▸ **Your task**:
Both ends included, restate word for word the lines from the first line of the listing through the line containing "height:5px; margin-top:-2.5px; transform-origin:0;". Leave the pictures out.

▸ **Records supplied**:
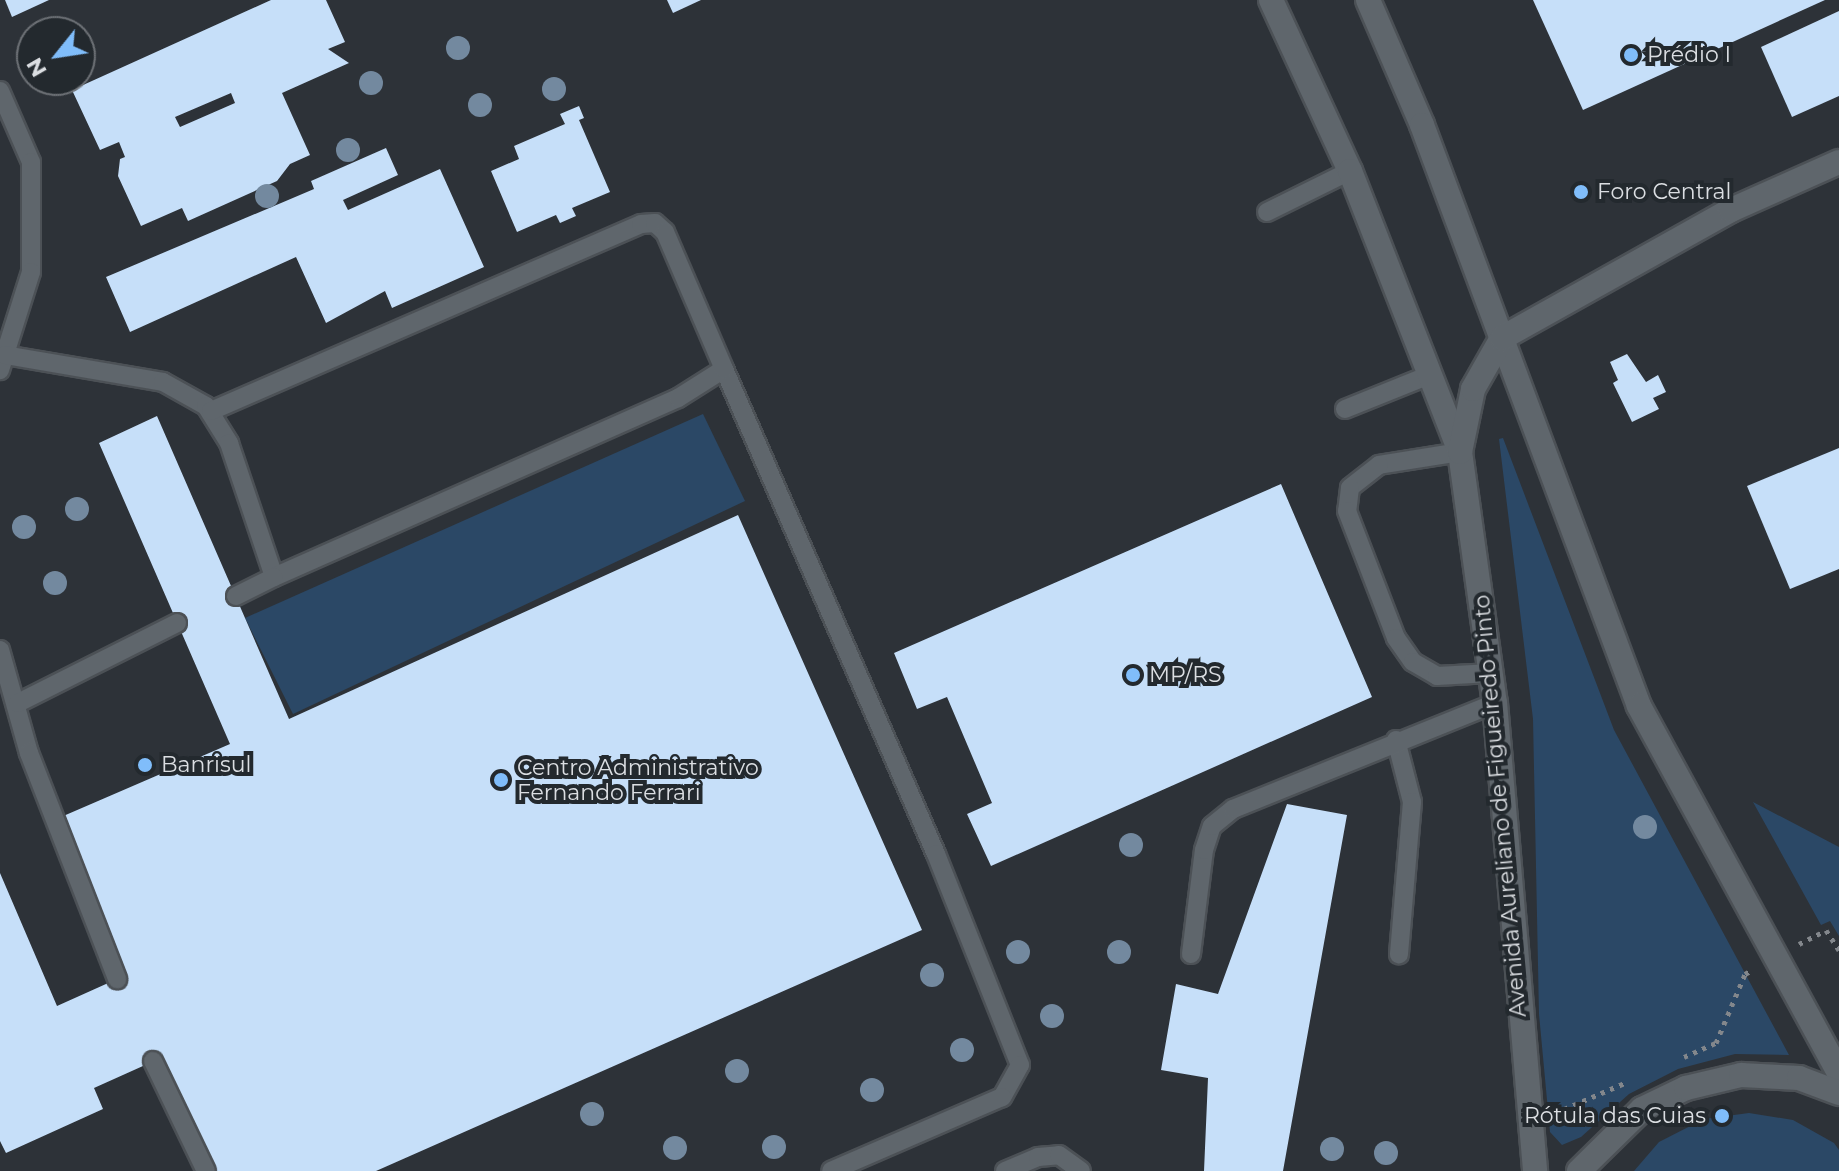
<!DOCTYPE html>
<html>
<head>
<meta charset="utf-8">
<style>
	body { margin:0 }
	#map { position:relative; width:1839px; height:1171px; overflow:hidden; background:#2d3238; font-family:Montserrat,sans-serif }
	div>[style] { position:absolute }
	.green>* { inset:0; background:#2b4866 }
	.building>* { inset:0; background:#c6dff9 }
	.path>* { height:5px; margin-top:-2.5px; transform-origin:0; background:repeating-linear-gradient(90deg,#83878c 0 4px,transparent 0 10px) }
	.roads { filter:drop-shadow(2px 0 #4c5156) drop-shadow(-2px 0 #4c5156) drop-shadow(0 2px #4c5156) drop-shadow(0 -2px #4c5156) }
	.service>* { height:18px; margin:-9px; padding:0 9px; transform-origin:9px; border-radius:9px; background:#5f666c }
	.secondary>* { height:24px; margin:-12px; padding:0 12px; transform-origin:12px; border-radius:12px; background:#5f666c }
	.trees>* { width:24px; height:24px; margin:-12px; border-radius:50%; background:#73899f }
	.dots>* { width:22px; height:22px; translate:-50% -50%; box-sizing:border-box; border:4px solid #23292e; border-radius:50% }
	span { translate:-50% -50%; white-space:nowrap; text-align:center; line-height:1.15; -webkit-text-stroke:8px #23292e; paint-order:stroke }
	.poi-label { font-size:22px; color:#dbdee2 }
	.left { translate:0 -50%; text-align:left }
	.right { translate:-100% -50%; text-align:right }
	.street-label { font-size:22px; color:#dbdee2 }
	.north { position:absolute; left:16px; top:16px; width:80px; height:80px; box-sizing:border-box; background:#23292e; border:2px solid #6d7176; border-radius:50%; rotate:240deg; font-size:22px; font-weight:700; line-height:32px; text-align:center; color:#dbdee2 }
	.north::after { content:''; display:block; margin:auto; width:28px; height:36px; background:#80bdfa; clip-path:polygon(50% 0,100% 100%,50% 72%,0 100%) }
</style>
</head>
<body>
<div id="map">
	<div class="green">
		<div style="clip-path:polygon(703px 414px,745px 501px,293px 714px,245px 618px)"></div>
		<div style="clip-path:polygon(1503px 438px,1614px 730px,1789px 1055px,1735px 1054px,1678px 1069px,1629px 1094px,1581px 1137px,1562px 1145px,1550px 1132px,1539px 1014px,1533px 719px,1499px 439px)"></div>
		<div style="clip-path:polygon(1753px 802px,1839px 847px,1839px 936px,1830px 921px,1821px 925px)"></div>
		<div style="clip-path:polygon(1749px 1113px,1793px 1120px,1834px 1143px,1839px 1150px,1839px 1171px,1634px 1171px,1659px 1142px,1704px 1119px)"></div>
	</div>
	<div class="building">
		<div style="clip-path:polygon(5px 0,49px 0,12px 17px)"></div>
		<div style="clip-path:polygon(evenodd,271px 0,326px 0,345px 42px,328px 49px,349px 63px,282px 93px,310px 155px,290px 164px,277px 181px,188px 221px,182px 208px,141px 226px,118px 176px,120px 159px,125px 157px,119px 142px,100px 150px,72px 90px,271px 0,231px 93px,235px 103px,180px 127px,175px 117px,231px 93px)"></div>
		<div style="clip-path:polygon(667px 0,701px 0,673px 13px)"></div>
		<div style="clip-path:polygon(1533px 0,1825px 0,1583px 110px)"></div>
		<div style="clip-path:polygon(1839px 11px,1839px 96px,1792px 117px,1761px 47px)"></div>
		<div style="clip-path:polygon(579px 106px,584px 118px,579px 120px,610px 192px,572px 208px,576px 216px,560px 223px,556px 215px,517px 232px,491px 171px,519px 159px,514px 146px,565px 124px,560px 114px)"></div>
		<div style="clip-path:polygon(386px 148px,398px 175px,343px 200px,348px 210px,440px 169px,484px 267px,392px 308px,385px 291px,326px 323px,296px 257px,130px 332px,106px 277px,314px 189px,311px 181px)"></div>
		<div style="clip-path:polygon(1627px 354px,1646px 382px,1658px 375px,1666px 392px,1653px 398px,1659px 409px,1632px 422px,1613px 383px,1618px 380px,1610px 362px)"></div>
		<div style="clip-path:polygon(157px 416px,289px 719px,738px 515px,922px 930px,376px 1171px,215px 1171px,163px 1057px,94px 1088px,103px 1109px,6px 1153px,0 1141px,0 873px,57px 1006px,126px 975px,61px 817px,230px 744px,99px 443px)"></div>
		<div style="clip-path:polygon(1839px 448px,1839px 569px,1790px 589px,1747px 486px)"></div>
		<div style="clip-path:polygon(1281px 484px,1372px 697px,991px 866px,967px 814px,992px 803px,947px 697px,917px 709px,894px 653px)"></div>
		<div style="clip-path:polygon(1287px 804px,1347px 815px,1283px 1171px,1204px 1171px,1208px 1078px,1161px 1070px,1176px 984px,1218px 994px)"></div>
	</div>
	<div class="path">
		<div style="left:1799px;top:944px;width:30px;rotate:-27deg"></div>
		<div style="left:1826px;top:930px;width:24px;rotate:57deg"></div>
		<div style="left:1684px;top:1057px;width:35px;rotate:-24deg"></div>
		<div style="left:1716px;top:1043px;width:75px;rotate:-67.2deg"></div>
		<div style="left:1745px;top:974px;width:8px;rotate:-30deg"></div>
		<div style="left:1555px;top:1113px;width:78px;rotate:-23.3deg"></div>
	</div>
	<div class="roads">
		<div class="service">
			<div style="left:0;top:91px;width:77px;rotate:66.4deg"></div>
			<div style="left:31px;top:162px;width:110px;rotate:90deg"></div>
			<div style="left:31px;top:272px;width:103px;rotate:107.6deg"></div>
			<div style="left:1267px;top:212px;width:93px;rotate:-26.3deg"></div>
			<div style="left:5px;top:355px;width:160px;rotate:9.7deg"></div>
			<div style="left:163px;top:382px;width:49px;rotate:29.2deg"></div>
			<div style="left:206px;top:406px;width:44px;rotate:58.1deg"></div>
			<div style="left:229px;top:443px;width:141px;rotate:71.4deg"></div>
			<div style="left:274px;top:577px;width:442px;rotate:-23.9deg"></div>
			<div style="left:678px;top:398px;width:54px;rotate:-32.2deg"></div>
			<div style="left:724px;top:369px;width:529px;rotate:66.39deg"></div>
			<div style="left:936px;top:854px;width:227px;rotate:68.3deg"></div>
			<div style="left:1020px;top:1065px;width:37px;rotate:119deg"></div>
			<div style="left:1002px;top:1097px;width:186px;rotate:156.6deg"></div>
			<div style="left:1345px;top:409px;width:94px;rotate:-21.9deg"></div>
			<div style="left:211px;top:411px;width:469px;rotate:-23.5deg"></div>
			<div style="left:641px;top:224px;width:14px;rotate:-4deg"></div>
			<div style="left:655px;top:223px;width:13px;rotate:42deg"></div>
			<div style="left:665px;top:232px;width:149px;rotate:66.7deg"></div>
			<div style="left:1460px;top:452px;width:82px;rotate:170.9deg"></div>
			<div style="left:1379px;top:465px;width:37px;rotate:142deg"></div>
			<div style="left:1350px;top:488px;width:23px;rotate:97deg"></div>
			<div style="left:1347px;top:511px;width:136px;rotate:68.9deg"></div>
			<div style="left:1396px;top:638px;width:29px;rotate:55deg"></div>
			<div style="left:1413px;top:662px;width:28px;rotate:30deg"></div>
			<div style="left:1437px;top:676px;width:54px;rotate:-3.2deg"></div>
			<div style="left:236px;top:596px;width:42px;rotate:-26.6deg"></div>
			<div style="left:0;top:650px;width:107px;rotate:74.3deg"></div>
			<div style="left:29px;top:753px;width:243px;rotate:68.7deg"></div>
			<div style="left:18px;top:703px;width:178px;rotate:-26.7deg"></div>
			<div style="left:1396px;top:740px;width:64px;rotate:75.5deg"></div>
			<div style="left:1412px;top:802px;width:153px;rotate:94.9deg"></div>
			<div style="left:1191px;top:954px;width:105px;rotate:-82.9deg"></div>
			<div style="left:1204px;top:850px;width:25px;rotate:-72deg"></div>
			<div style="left:1212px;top:826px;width:27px;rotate:-39deg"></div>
			<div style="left:1233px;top:809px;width:283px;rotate:-22deg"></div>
			<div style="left:153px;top:1061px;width:122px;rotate:64.3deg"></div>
			<div style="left:1005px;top:1171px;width:36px;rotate:-23deg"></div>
			<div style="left:1038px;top:1157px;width:21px;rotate:-5deg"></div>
			<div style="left:1059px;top:1155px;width:27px;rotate:36deg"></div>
		</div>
		<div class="secondary">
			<div style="left:1271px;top:0;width:188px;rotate:65.2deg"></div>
			<div style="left:1350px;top:171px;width:302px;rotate:68.6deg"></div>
			<div style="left:1460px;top:452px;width:253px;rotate:82.1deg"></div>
			<div style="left:1495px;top:703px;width:470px;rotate:85.1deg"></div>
			<div style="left:1368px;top:0;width:136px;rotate:66.6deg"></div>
			<div style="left:1422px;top:125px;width:620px;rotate:69.52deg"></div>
			<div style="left:1639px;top:706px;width:418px;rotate:61.4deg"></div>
			<div style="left:1460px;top:452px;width:64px;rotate:-78.3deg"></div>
			<div style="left:1473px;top:389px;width:59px;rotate:-60.4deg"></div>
			<div style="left:1502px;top:338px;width:262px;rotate:-29.2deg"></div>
			<div style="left:1731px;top:210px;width:118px;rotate:-24deg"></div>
			<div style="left:1579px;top:1171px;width:88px;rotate:-44.5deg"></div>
			<div style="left:1642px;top:1109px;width:49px;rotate:-25.5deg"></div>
			<div style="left:1686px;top:1088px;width:57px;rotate:-13.3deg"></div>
			<div style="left:1741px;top:1075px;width:58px;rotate:3deg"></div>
			<div style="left:1799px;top:1078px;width:43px;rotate:20.6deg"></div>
		</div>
	</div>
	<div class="trees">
		<div style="left:458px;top:48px"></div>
		<div style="left:371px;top:83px"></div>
		<div style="left:554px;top:89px"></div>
		<div style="left:480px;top:105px"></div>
		<div style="left:348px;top:150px"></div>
		<div style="left:267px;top:196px"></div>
		<div style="left:77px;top:509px"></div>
		<div style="left:24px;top:527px"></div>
		<div style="left:55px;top:583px"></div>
		<div style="left:1645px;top:827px"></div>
		<div style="left:1131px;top:845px"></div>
		<div style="left:1018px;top:952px"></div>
		<div style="left:1119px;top:952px"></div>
		<div style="left:932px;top:975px"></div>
		<div style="left:1052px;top:1016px"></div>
		<div style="left:962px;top:1050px"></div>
		<div style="left:737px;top:1071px"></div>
		<div style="left:872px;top:1090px"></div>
		<div style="left:592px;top:1114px"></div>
		<div style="left:774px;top:1147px"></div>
		<div style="left:675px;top:1148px"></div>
		<div style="left:1332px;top:1149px"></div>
		<div style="left:1386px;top:1153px"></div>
	</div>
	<div class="dots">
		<div style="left:1631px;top:55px;background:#80bdfa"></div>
		<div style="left:1581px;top:192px;background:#80bdfa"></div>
		<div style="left:1133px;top:675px;background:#80bdfa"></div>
		<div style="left:145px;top:765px;background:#80bdfa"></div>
		<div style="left:501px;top:780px;background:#80bdfa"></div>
		<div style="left:1722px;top:1116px;background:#80bdfa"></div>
	</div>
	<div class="poi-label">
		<span class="left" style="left:1647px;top:55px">Prédio I</span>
		<span class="left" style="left:1597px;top:192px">Foro Central</span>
		<span class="left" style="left:1149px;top:675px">MP/RS</span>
		<span class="left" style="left:161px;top:765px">Banrisul</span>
		<span class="left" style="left:517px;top:780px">Centro Administrativo<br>Fernando Ferrari</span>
		<span class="right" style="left:1706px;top:1116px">Rótula das Cuias</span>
	</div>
	<div class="street-label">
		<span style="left:1500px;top:806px;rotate:-95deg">Avenida Aureliano de Figueiredo Pinto</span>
	</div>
	<div class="north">N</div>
</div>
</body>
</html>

▸ **Solved problem**:
<!DOCTYPE html>
<html>
<head>
<meta charset="utf-8">
<style>
	body { margin:0 }
	#map { position:relative; width:1839px; height:1171px; overflow:hidden; background:#2d3238; font-family:Montserrat,sans-serif }
	div>[style] { position:absolute }
	.green>* { inset:0; background:#2b4866 }
	.building>* { inset:0; background:#c6dff9 }
	.path>* { height:5px; margin-top:-2.5px; transform-origin:0; background:repeating-linear-gradient(90deg,#83878c 0 4px,transparent 0 10px) }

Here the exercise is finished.